©Daniel Gallagher |
They often say that
music can make the world more bearable. I have used music to get through
existence and the several spanners in the works that having anxiety disorder
brings up. It’s an all-pervasive thing, this mental health disorder, affecting
everything from how it feels walking down the street, to how you think, to your
skin erupting in red, itchy anger.
The current global
pandemic has seen a rise in mental health issues thanks to the uncertainty of
the times. It’s both business as usual and change as I deal with my
longstanding anxiety and the new aspects arising from Coronavirus life. One
thing that helps is the album A Home Away
From Home by Blank Spaces, a group transplanted via London to New York
City, with Daniel Gallagher as lead singer, guitarist, and lyricist. It’s been
a fixture ever since its May 2020 release, giving me a grounding point in the
uncertainty of the time.
Songs offer many
perspectives – that of their creator and that of the audience. ‘Note To Self’,
the first track of the album is a case in point. Describing perfectly the
listless ennui of sitting at home lacking motivation and the mental block that
comes as a result, opening with the lines “Note to self, staring at the wall,
waiting for something, for something to happen.”
I have come to regard it as something like a
small anthem the last several months, being agoraphobic, needing to go out, not
being able to, and struggling when I do because I have lost the previous
desensitisation I had before. It puts to music the frustrations I feel and
playing it gives a level of comfort as the feelings it describes also lend a
voice to my own experiences clambering the wall with both my longstanding
anxiety and the newly acquired facets that have developed as a result of Covid
19 anxiety.
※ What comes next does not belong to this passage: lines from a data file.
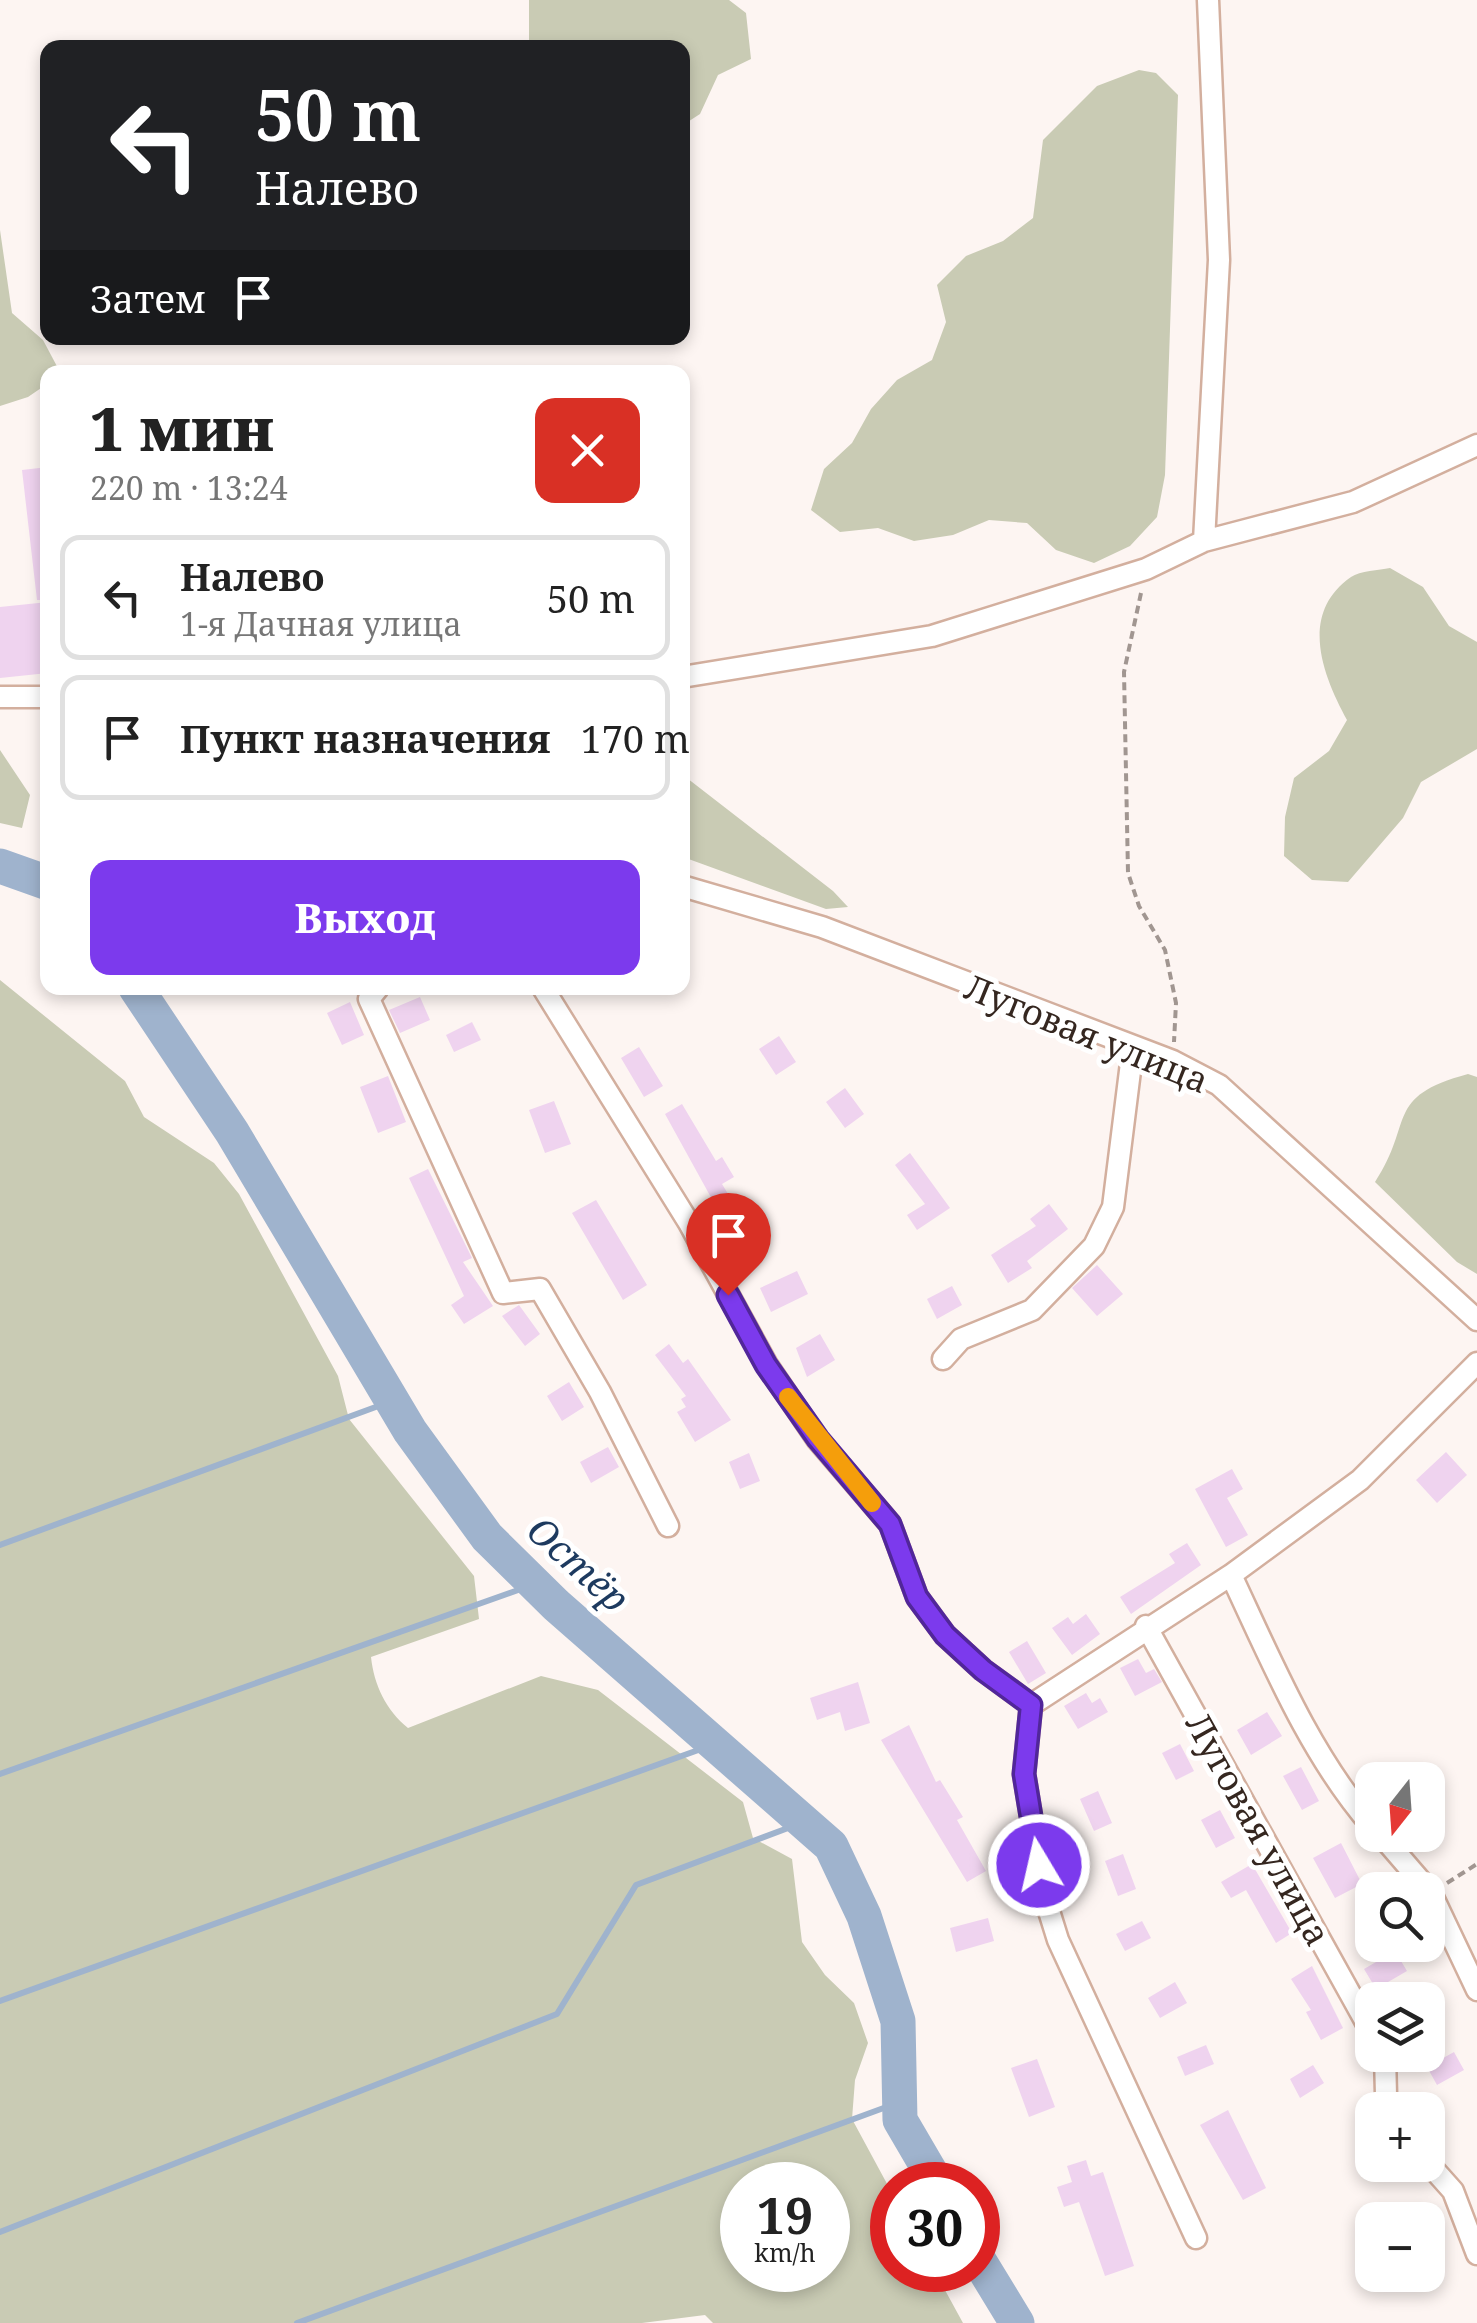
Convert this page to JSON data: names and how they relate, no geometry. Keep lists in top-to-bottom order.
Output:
{
  "streets": {
    "street": ["Луговая улица"]
  },
  "water": ["Остёр"],
  "north": "bottom",
  "page": {
    "turn": ["50 m", "Налево"],
    "then": "Затем",
    "heading": ["1 мин", "220 m · 13:24"],
    "list": [
      {
        "name": "Налево",
        "note": "1-я Дачная улица",
        "value": "50 m"
      },
      {
        "name": "Пункт назначения",
        "value": "170 m"
      }
    ],
    "buttons": "Выход",
    "map_buttons": ["+", "−"],
    "speed": "19 km/h",
    "limit": "30"
  }
}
The song was written before the pandemic, for Gallagher, it
describes his attempts to motivate himself out of the monotony of daily life.
The album also
touches on the political side, giving vent to the emotions of living in what
feels like a despotic world thanks to those who have had their hands on the
major powers in the last few years. Any songs borne from the austerity of
Conservative Britain and Trump America may make you think instantly of a
nihilistic nightmare. ‘Sharpen Their Knives’ is, however, disarmingly chipper,
its lyrics describing the manipulation, greed, and malignancy of these leaders,
how they drag people in and use them for their own ends. Dark stuff indeed, but
there is also a hope that we aren’t all doomed to be fodder for 21st
century Machiavellians.
We can still own
our future. It’s a song not far from my own heart. The times I’ve looked at the
news, social media discussion, the manipulation put out by both Trump and the
Conservative governments and felt despair are countless. This isn’t just
politics that floats over me with no personal impact as some people tell me. I
have been affected badly at several points over the last few years and it has
made me ill, disrupted my life, and had me a frothing ball of stress and fear.
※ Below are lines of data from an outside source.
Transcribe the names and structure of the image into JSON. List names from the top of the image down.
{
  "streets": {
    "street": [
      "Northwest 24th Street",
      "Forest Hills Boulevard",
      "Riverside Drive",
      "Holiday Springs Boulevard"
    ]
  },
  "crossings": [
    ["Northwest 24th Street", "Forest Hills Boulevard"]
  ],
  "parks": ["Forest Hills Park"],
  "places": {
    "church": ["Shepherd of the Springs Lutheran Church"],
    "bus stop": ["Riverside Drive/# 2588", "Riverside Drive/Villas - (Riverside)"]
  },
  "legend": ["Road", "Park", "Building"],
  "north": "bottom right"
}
I’ve had friends crumble to pieces in America because of who is President and
seen them post online about finding themselves suddenly living in riot zones,
with the police and national guard shooting at civilians protesting. Opening
the front door instantly became a little too deadly. Yet, despite all that, I
still maintain a hope that it will turn and we have a future ahead. As Daniel
Gallagher sings in ‘Sharpen Their Knives: “The future is all yours, don’t go
easy on your enemies.”
‘Sedition’ is an
even darker affair. It too covers the themes already mentioned above but is
even more powerful in not giving up hope in a screwed up world. This one feels
particularly American lyrically, though there are aspects that can also be
applied to the UK. The world was already terrifying, but having these
particular people in charge during a pandemic have made it horrific. The plea
in this song not to give up, to “Hold on, hold on to your dreams,” is one that I
especially cling to when I find myself in the seemingly hopeless iron grip of
insomnia, stress, and anxiety.
We don’t where
we’re going with this pandemic at the end of the day, both on a level of
general existence nor with whatever politicians wind up trying to lead us
through. There is talk that the music industry is dead from it. However, Blank
Spaces has shown with an album released during lockdown conditions, despite the
obstacles we face, we can’t give up no matter what.